Exercise details:
Can you transcribe the data exactly? Leave the pictures out.

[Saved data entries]
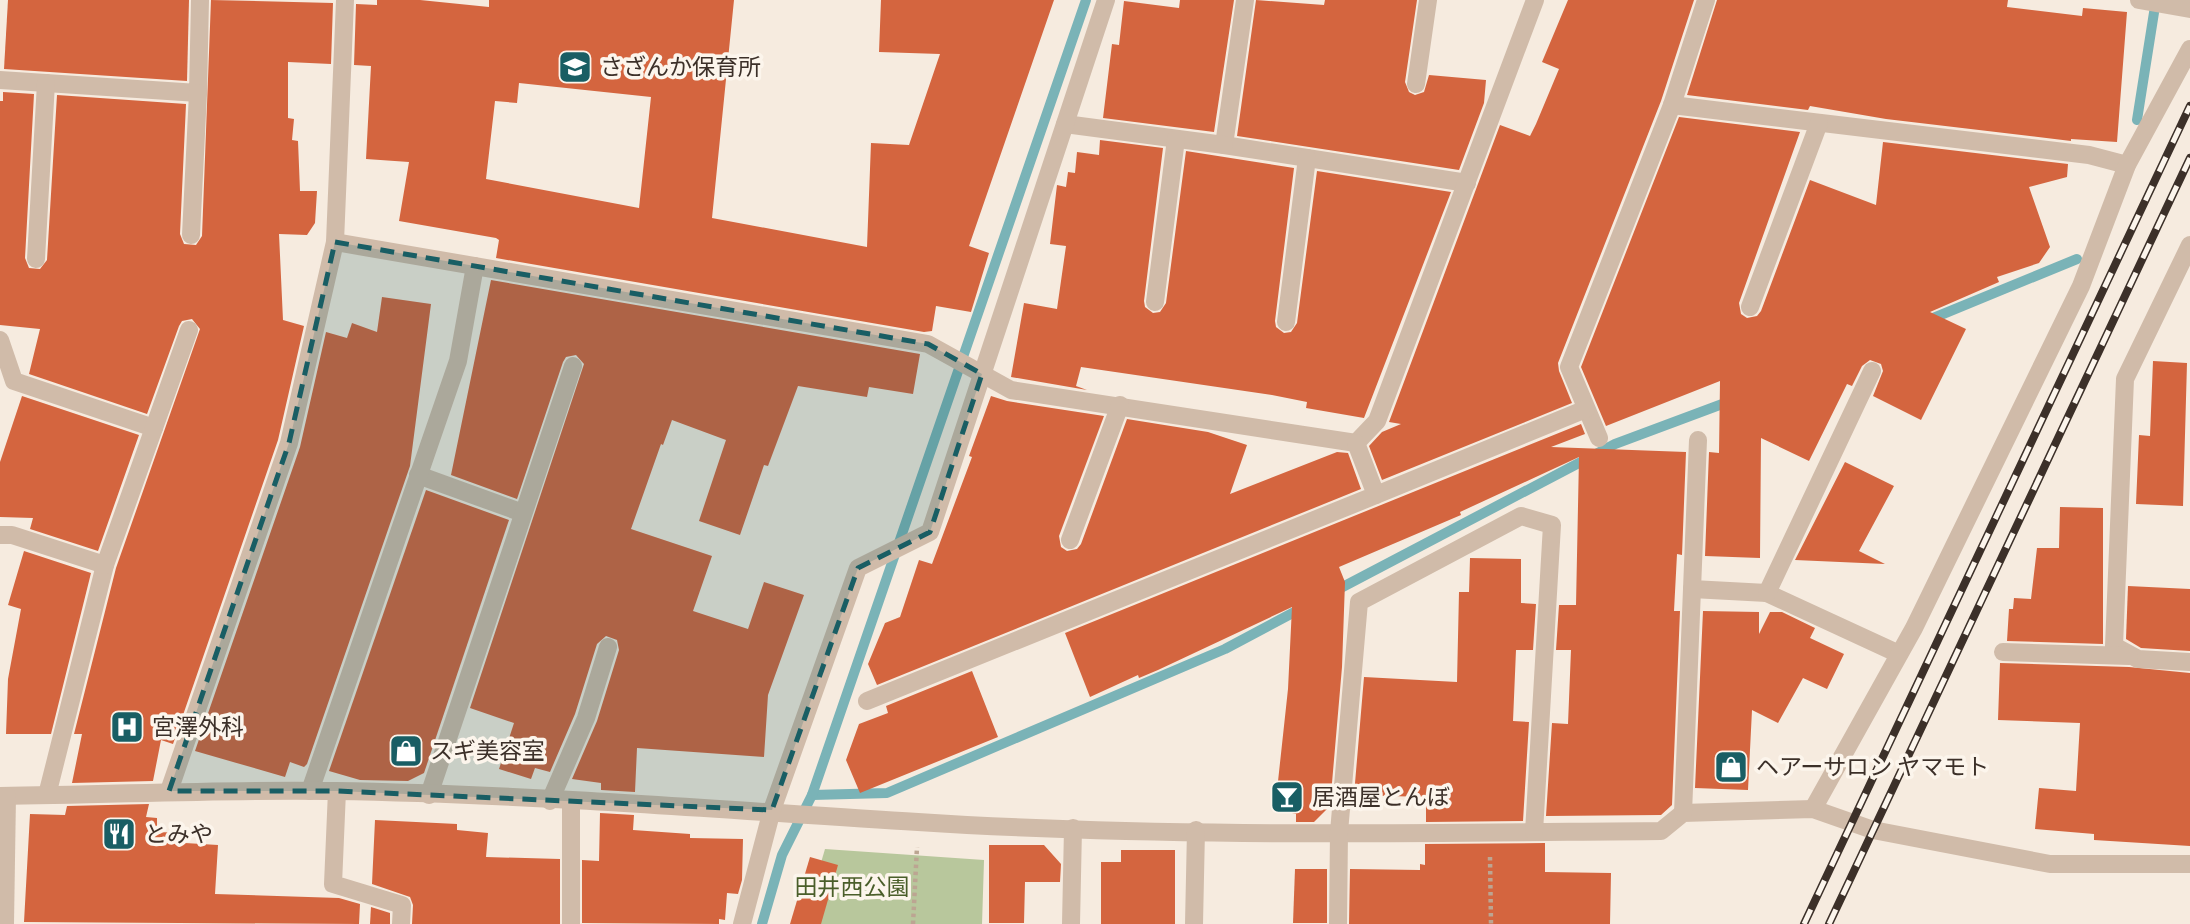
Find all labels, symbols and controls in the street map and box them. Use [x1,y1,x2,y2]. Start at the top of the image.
school or university icon: さざんか保育所 [556,48,594,86]
place label: さざんか保育所 [600,53,761,81]
hospital icon: 宮澤外科 [108,708,146,746]
place label: 宮澤外科 [152,713,244,741]
shop icon: スギ美容室 [387,732,425,770]
place label: スギ美容室 [430,737,545,765]
shop icon: ヘアーサロン ヤマモト [1712,748,1750,786]
place label: ヘアーサロン ヤマモト [1756,753,1989,781]
bar icon: 居酒屋とんぼ [1268,778,1306,816]
place label: 居酒屋とんぼ [1312,783,1450,811]
restaurant icon: とみや [100,815,138,853]
place label: とみや [144,820,213,848]
park label: 田井西公園 [795,873,910,901]

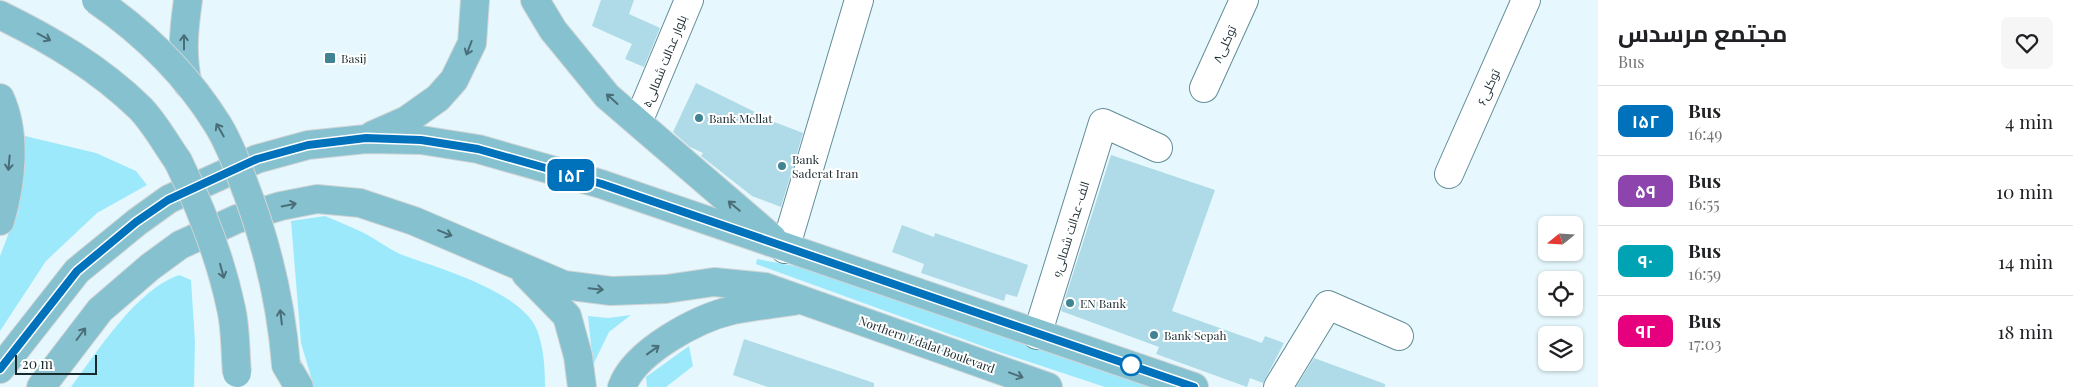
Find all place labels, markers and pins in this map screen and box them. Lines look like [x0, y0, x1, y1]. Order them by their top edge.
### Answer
place label: Basij [341, 50, 367, 66]
marker: Basij [323, 51, 337, 65]
place label: Bank Mellat [709, 110, 773, 126]
marker: Bank Mellat [693, 112, 705, 124]
place label: Bank Saderat Iran [792, 151, 858, 181]
marker: Bank Saderat Iran [776, 160, 788, 172]
place label: EN Bank [1080, 295, 1126, 311]
marker: EN Bank [1064, 297, 1076, 309]
place label: Bank Sepah [1164, 327, 1227, 343]
marker: Bank Sepah [1148, 329, 1160, 341]
unlabelled marker [1120, 354, 1142, 376]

Exercise response:
Find all labels, symbols and controls in the street map and box them. Use [x1,y1,x2,y2]. Start at the top of the image.
school or university icon: さざんか保育所 [556,48,594,86]
place label: さざんか保育所 [600,53,761,81]
hospital icon: 宮澤外科 [108,708,146,746]
place label: 宮澤外科 [152,713,244,741]
shop icon: スギ美容室 [387,732,425,770]
place label: スギ美容室 [430,737,545,765]
shop icon: ヘアーサロン ヤマモト [1712,748,1750,786]
place label: ヘアーサロン ヤマモト [1756,753,1989,781]
bar icon: 居酒屋とんぼ [1268,778,1306,816]
place label: 居酒屋とんぼ [1312,783,1450,811]
restaurant icon: とみや [100,815,138,853]
place label: とみや [144,820,213,848]
park label: 田井西公園 [795,873,910,901]

Find all place labels, markers and pins in this map screen and box them. Lines look like [x0, y0, x1, y1]. Order them by their top edge.
### Answer
place label: Basij [341, 50, 367, 66]
marker: Basij [323, 51, 337, 65]
place label: Bank Mellat [709, 110, 773, 126]
marker: Bank Mellat [693, 112, 705, 124]
place label: Bank Saderat Iran [792, 151, 858, 181]
marker: Bank Saderat Iran [776, 160, 788, 172]
place label: EN Bank [1080, 295, 1126, 311]
marker: EN Bank [1064, 297, 1076, 309]
place label: Bank Sepah [1164, 327, 1227, 343]
marker: Bank Sepah [1148, 329, 1160, 341]
unlabelled marker [1120, 354, 1142, 376]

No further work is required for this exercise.